-------- Available data --------

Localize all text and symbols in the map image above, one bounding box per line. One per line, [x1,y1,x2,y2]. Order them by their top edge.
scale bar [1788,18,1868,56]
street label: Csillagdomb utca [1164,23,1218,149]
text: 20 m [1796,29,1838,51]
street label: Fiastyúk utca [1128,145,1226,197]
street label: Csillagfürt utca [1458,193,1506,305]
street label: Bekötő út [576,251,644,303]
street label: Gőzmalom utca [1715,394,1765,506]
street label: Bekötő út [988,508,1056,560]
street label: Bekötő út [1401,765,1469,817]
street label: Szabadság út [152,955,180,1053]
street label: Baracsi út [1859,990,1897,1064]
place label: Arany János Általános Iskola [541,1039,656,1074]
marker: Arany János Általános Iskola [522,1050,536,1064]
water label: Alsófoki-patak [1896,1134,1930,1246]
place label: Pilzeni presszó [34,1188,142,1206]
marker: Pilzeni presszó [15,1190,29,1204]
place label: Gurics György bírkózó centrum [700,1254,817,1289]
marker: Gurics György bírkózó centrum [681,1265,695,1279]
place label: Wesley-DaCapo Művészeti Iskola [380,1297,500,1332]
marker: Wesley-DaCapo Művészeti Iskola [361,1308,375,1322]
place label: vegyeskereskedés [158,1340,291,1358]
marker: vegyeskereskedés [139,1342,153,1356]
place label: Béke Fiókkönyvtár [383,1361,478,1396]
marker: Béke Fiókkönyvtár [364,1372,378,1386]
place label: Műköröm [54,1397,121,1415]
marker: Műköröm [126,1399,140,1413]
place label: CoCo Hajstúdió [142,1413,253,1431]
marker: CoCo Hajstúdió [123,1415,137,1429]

--------

### About this exercise
Go through the entries and return each line where the word "Pilzeni" occurs.

### Exercise response
place label: Pilzeni presszó [34,1188,142,1206]
marker: Pilzeni presszó [15,1190,29,1204]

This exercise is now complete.